PROMPT
Repeat only the lines below from the one containing "position:absolute; right:18px; bottom:18px;" through the one containing "width:54px; height:54px; display:grid;", inclusive, exactly as written.

SUPPLIED DATA
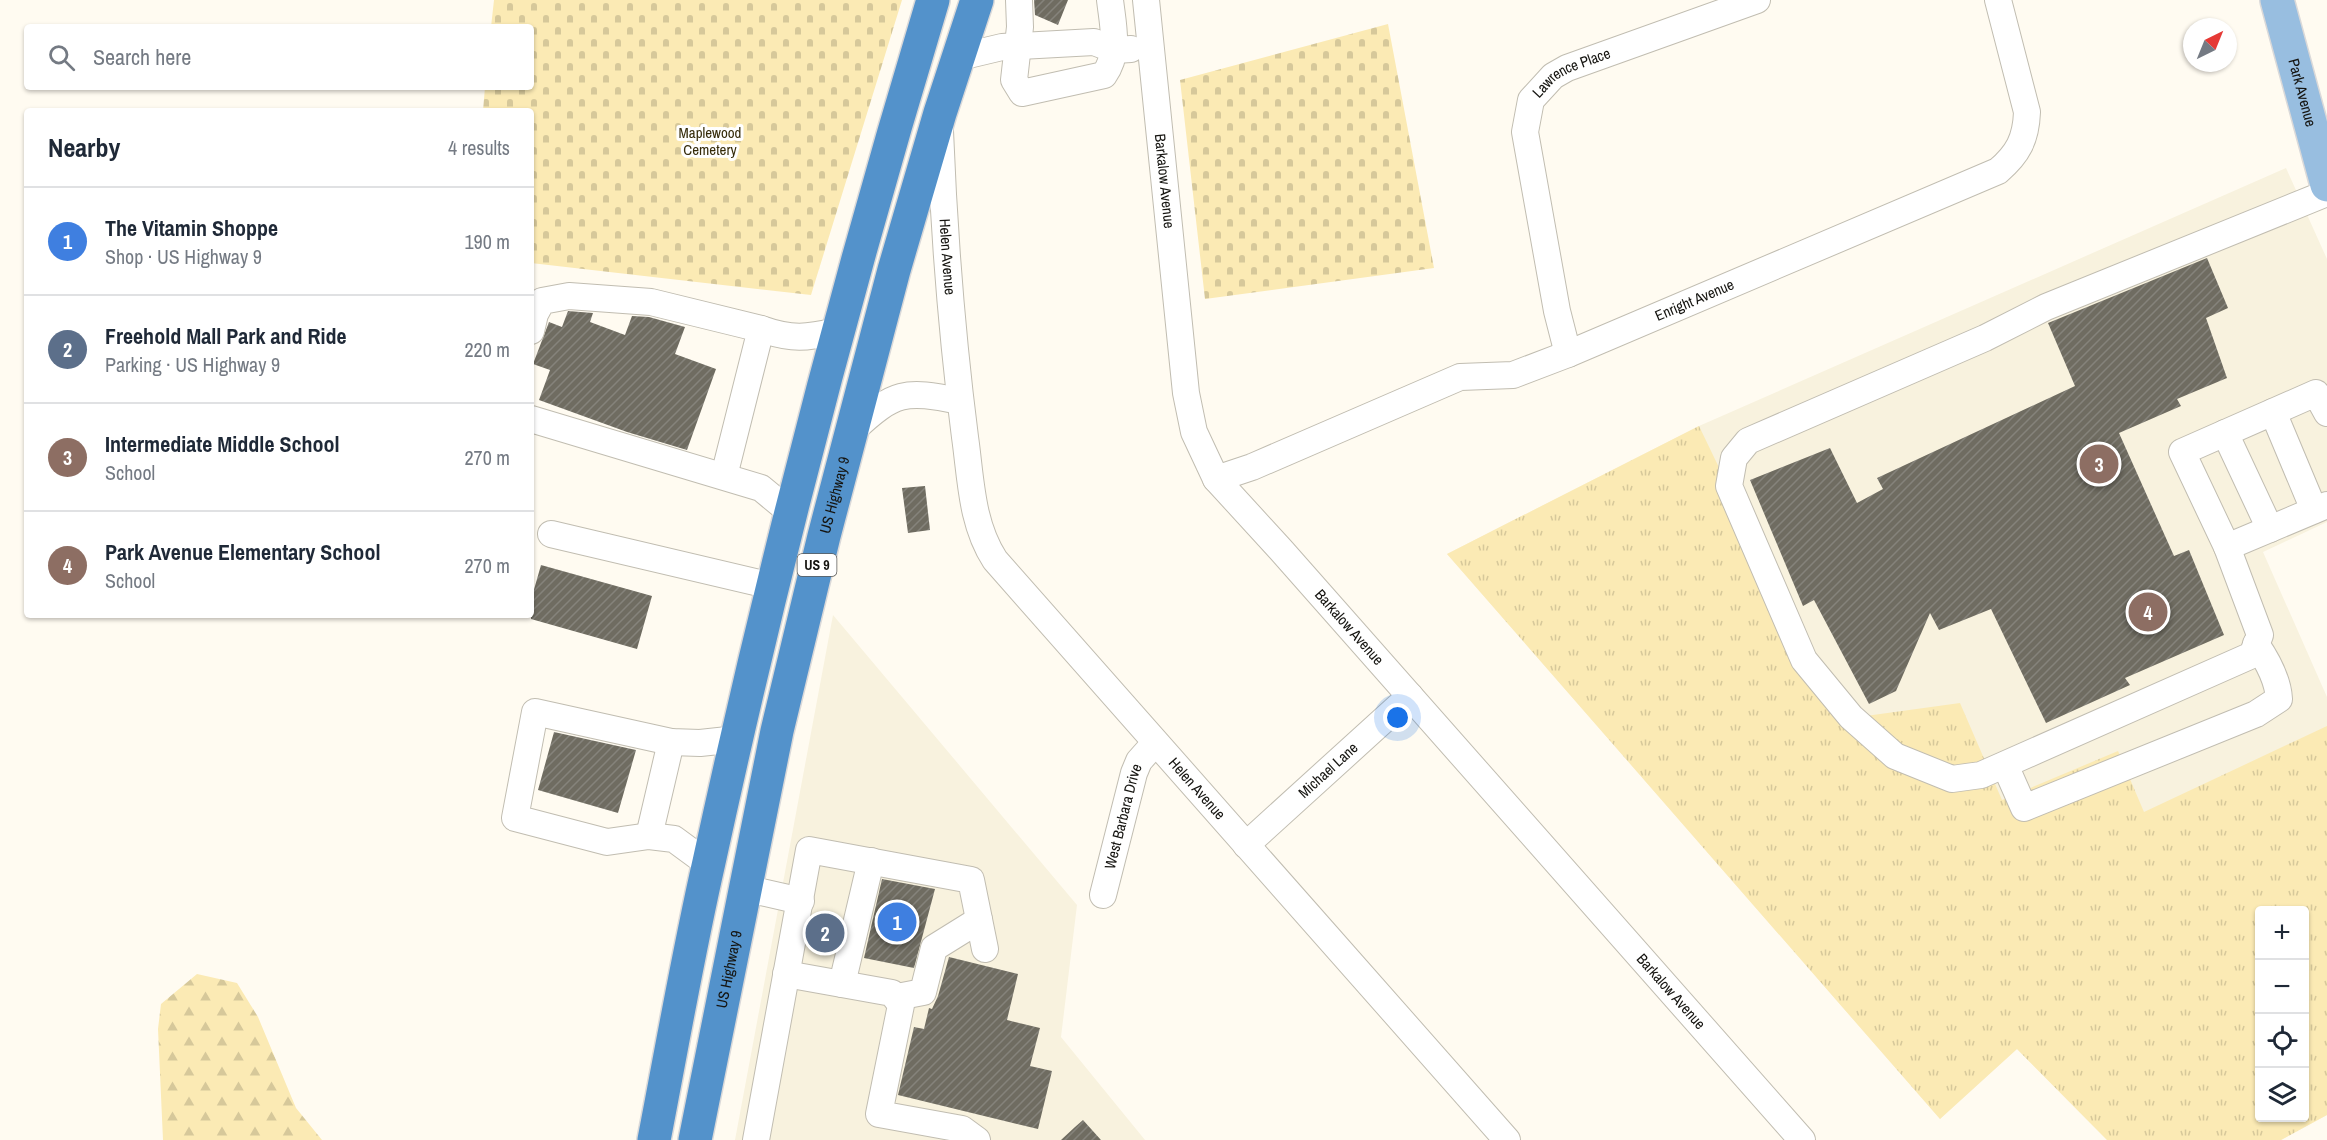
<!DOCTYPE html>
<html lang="en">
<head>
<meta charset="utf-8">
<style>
  :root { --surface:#fff; --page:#f2f2f3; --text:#1f2937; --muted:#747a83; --line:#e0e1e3; --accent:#db2777 }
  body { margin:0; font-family:"Archivo Narrow",sans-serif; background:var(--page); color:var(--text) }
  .controls { position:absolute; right:18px; bottom:18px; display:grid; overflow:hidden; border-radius:6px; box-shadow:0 2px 4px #0004 }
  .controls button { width:54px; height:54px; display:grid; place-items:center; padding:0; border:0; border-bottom:2px solid var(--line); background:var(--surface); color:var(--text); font:30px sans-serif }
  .compass { position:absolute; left:2183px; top:18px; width:54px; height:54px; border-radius:50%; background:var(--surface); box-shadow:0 2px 4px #0004; rotate:43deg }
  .you { position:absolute; left:1398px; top:718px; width:21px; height:21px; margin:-15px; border:4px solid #fff; border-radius:50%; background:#1a73e8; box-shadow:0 0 0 9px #1a73e833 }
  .badge { display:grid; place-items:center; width:39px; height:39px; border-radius:50%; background:var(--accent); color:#fff; font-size:20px; font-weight:700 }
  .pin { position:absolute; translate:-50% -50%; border:3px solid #fff; box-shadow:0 2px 6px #0006 }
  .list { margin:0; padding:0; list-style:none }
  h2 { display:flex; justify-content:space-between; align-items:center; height:78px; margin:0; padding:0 24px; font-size:26px }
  h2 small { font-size:20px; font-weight:400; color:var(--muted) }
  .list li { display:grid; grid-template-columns:39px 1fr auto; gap:18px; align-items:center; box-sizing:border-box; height:108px; padding:0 24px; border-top:2px solid var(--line) }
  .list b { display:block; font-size:22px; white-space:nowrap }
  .list p { margin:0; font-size:20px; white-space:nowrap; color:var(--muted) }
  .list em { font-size:20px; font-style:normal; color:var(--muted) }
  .icon { flex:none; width:33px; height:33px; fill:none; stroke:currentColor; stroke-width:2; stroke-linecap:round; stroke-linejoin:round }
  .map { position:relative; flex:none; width:2327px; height:1140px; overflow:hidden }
  .search { position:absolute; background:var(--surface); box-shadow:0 2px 4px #0004; left:24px; top:24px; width:510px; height:66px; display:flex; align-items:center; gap:15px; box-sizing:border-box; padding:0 21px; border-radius:6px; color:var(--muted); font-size:22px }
  .panel { position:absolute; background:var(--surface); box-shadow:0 2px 4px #0004; left:24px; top:108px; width:510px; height:510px; border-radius:6px }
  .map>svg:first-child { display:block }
  .built { fill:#f8f2de; fill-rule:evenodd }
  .forest { fill:url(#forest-firs) }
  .cemetery { fill:url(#cemetery-stones) }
  .park { fill:url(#park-tufts); fill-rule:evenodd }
  .building { fill:url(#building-hatch) }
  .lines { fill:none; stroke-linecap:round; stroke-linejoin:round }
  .minor-casing { stroke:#c1bdb1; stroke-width:28 }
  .major-casing { stroke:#dad9d9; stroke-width:36 }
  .highway-casing { stroke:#dad9d9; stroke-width:36 }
  .minor { stroke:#fff; stroke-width:26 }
  .major { stroke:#98bee0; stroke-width:33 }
  .highway { stroke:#5392cb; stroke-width:33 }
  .labels { text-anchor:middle; stroke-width:6; stroke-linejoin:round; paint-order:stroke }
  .shield { fill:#fff; stroke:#5b5a58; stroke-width:1.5 }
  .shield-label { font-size:14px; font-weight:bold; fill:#151410 }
  .street-label { font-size:15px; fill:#151410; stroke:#fff }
  .park-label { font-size:15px; fill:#352b09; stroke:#fff }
</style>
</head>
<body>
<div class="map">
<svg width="2327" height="1140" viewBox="0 0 2327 1140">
  <defs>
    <pattern id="forest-firs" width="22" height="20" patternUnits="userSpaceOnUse" patternTransform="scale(1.5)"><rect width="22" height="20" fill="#fbeab4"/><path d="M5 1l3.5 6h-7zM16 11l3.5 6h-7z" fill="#d6c89a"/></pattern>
    <pattern id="cemetery-stones" width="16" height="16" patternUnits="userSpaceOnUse" patternTransform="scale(1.5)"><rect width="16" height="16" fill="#fbeab4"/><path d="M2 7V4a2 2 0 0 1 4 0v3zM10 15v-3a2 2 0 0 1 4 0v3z" fill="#d6c89a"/></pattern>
    <pattern id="park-tufts" width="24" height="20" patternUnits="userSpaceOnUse" patternTransform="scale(1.5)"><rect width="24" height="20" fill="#fbeab4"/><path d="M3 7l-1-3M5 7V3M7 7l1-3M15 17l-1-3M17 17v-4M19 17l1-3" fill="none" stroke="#d6c89a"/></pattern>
    <pattern id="building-hatch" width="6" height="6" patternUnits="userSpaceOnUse" patternTransform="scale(1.5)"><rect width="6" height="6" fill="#6f6c61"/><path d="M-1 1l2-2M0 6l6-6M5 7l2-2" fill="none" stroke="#85837b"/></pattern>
  </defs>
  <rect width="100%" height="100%" fill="#fffbf1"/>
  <!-- built -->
  <path class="built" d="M 2286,168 L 2327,259 L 2327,522 L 2263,552 L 2327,697 L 2327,1115 L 2281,1140 L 2107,1140 L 2017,1049 L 1940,1119 L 1447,554 L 1699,426 ZM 2260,910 L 2304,910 L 2304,1118 L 2260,1118 Z
    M 833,615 L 1077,905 L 1061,1037 L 1145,1140 L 735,1140 Z"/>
  <!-- forest -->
  <path class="forest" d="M 197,974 L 237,983 L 258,1017 L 296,1108 L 322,1140 L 163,1140 L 158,1029 L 161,1004 Z"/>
  <!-- cemetery -->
  <path class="cemetery" d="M 494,0 L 902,0 L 811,295 L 531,263 L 531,111 L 483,111 L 485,87 L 531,87 L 531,27 L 491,27 Z
    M 1388,24 L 1434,268 L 1205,299 L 1180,80 Z"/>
  <!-- park -->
  <path class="park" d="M 1699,426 L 1829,696 L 1851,718 L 1960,703 L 2002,800 L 2118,751 L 2144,812 L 2327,726 L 2327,1115 L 2281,1140 L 2107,1140 L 2017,1049 L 1940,1119 L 1447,554 ZM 2260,910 L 2304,910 L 2304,1118 L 2260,1118 Z"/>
  <!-- building -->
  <path class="building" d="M 1034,0 L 1068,0 L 1058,25 L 1035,15 Z
    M 2207,258 L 2228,308 L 2206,318 L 2227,378 L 2177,399 L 2181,406 L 2119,433 L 2174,556 L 2189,550 L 2224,635 L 2125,678 L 2130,685 L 2046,723 L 1991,609 L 1939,630 L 1930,613 L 1896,691 L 1869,704 L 1814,600 L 1803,606 L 1750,480 L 1830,448 L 1857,503 L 1883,489 L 1877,478 L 2075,386 L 2048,323 Z
    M 568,311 L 593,313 L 590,322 L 625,335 L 632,316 L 649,317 L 685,327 L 675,354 L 716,369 L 687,450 L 627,432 L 539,400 L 550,370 L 533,364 L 549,322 L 562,327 Z
    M 925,486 L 930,530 L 908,533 L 902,488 Z
    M 541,565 L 652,596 L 637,649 L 531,619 L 531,600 Z
    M 554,732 L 636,750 L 618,813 L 538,790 Z
    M 882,879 L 935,889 L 914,968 L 864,958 Z
    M 949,957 L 1018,974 L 1007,1020 L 1040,1028 L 1030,1066 L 1052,1071 L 1038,1129 L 898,1095 L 914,1027 L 924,1029 L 929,1008 L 932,1009 L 938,996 Z
    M 1083,1120 L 1101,1140 L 1061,1140 L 1075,1127 Z"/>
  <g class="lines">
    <!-- minor casing -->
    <g class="minor-casing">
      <g id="minor">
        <path d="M 1019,0 L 1020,27 L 1014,80 L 1022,93 L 1104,75 C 1120,53 1113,26 1110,0"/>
        <path id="s1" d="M 1146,0 L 1186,393 L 1194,432 L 1216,479 L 1281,550 L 1802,1140"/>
        <path d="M 960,57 L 1002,47 L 1094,42 L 1115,50 L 1131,49"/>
        <path id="s2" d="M 940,131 C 944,233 952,336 965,437 C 971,479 971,523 995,560 L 1507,1140"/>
        <path d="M 2327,193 L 2046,307 L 1985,338 L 1748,441 L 1734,458 L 1729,486 L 1804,660 L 1851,717 L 1895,756 L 1952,779 L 1981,775 L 2252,655 L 2260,635 L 2227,547 L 2182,452 L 2316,393 L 2327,413"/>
        <path d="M 761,329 C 792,340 807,338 837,331"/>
        <path d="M 531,331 L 535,314 L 542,301 L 569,296 L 651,302 L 761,329 L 724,476"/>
        <path id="s3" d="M 1568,354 L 1557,311 L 1525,132 L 1531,100 L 1553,76 L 1567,68 L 1757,0"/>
        <path d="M 2273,412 L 2314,510"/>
        <path d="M 531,419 L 761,488 L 790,512"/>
        <path d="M 853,430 C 895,391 904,390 960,401"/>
        <path d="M 2225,433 L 2270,529"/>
        <path id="s4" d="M 1216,479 L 1252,467 L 1460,377 L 1513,375 L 1568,354 L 1998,171 C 2018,154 2026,139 2027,112 L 1998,0"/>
        <path d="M 551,534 L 772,586"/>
        <path d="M 2227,547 L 2327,505"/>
        <path d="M 2005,765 L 2024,808 L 2256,714 L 2279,699 C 2278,680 2267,660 2256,644"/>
        <path d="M 649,836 L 671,742"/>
        <path id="s5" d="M 1246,845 L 1410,696"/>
        <path d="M 708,864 L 674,839 L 649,836 L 607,842 L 515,818 L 535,712 L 671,742 L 700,743 L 737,739"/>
        <path d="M 744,888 L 801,901"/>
        <path id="s6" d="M 1103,895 L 1134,773 L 1139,761 L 1155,743"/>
        <path d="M 786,974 L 892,993 L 901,1005 L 879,1114 L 962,1129 L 977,1140"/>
        <path d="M 842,984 L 871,861"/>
        <path d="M 897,997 L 923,992 L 934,948 L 979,920"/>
        <path d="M 756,1140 L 809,850 L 971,880 L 985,949"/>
      </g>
    </g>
    <!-- major casing -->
    <g class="major-casing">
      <g id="major">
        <path id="s7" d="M 2277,0 L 2327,185"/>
      </g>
    </g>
    <!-- highway casing -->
    <g class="highway-casing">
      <g id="highway">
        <path d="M 654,1140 C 672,1047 688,954 709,862 C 772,572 847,284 933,0"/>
        <path id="s8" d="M 695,1140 L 777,731 L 824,536 L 894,270 L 940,113 L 977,0"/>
      </g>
    </g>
    <!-- minor -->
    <use href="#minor" class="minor"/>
    <!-- major -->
    <use href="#major" class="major"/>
    <!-- highway -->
    <use href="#highway" class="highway"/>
  </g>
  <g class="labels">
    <!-- shield labels -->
    <rect class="shield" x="797.5" y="554" width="39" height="22" rx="4.5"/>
    <g class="shield-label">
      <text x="817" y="570">US 9</text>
    </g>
    <!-- street labels -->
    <g class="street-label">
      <text dy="5" stroke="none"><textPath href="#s3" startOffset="309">Lawrence Place</textPath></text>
      <text dy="5" stroke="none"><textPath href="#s7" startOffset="96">Park Avenue</textPath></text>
      <text dy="5" stroke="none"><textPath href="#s1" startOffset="182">Barkalow Avenue</textPath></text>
      <text dy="5" stroke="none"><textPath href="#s2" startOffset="126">Helen Avenue</textPath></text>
      <text dy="5" stroke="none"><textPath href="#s4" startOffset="514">Enright Avenue</textPath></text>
      <text dy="5" stroke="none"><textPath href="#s8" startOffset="660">US Highway 9</textPath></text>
      <text dy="5" stroke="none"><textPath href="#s1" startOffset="686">Barkalow Avenue</textPath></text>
      <text dy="5" stroke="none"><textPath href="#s5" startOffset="111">Michael Lane</textPath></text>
      <text dy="5" stroke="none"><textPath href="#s2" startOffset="740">Helen Avenue</textPath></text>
      <text dy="5" stroke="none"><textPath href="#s6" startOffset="81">West Barbara Drive</textPath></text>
      <text dy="5" stroke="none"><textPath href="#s8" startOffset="174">US Highway 9</textPath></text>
      <text dy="5" stroke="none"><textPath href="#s1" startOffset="1172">Barkalow Avenue</textPath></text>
    </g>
    <!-- park labels -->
    <g class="park-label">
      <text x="710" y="138">Maplewood<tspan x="710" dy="17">Cemetery</tspan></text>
    </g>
  </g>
</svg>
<div class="controls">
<button>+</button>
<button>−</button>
<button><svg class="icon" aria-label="locate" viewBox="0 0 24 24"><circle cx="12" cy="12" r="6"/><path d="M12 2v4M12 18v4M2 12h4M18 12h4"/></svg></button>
<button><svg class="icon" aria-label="layers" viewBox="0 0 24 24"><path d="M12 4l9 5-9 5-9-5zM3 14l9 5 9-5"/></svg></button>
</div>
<svg class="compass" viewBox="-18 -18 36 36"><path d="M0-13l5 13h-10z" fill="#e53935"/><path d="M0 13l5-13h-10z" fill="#747a83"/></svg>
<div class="you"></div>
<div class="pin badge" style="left:897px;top:922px;background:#3f7fe0">1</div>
<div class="pin badge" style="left:825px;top:933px;background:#5c6f8a">2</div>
<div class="pin badge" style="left:2099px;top:464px;background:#8d6e63">3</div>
<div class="pin badge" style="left:2148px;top:612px;background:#8d6e63">4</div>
<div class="search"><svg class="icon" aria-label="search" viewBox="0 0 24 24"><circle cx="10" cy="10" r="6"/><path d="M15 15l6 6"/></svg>Search here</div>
<section class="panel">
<h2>Nearby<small>4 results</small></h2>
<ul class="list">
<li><span class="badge" style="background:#3f7fe0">1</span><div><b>The Vitamin Shoppe</b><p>Shop · US Highway 9</p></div><em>190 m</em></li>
<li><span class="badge" style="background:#5c6f8a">2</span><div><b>Freehold Mall Park and Ride</b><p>Parking · US Highway 9</p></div><em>220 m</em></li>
<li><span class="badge" style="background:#8d6e63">3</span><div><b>Intermediate Middle School</b><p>School</p></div><em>270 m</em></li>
<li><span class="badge" style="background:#8d6e63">4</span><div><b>Park Avenue Elementary School</b><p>School</p></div><em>270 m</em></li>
</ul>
</section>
</div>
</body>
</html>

WRITTEN REPLY
  .controls { position:absolute; right:18px; bottom:18px; display:grid; overflow:hidden; border-radius:6px; box-shadow:0 2px 4px #0004 }
  .controls button { width:54px; height:54px; display:grid; place-items:center; padding:0; border:0; border-bottom:2px solid var(--line); background:var(--surface); color:var(--text); font:30px sans-serif }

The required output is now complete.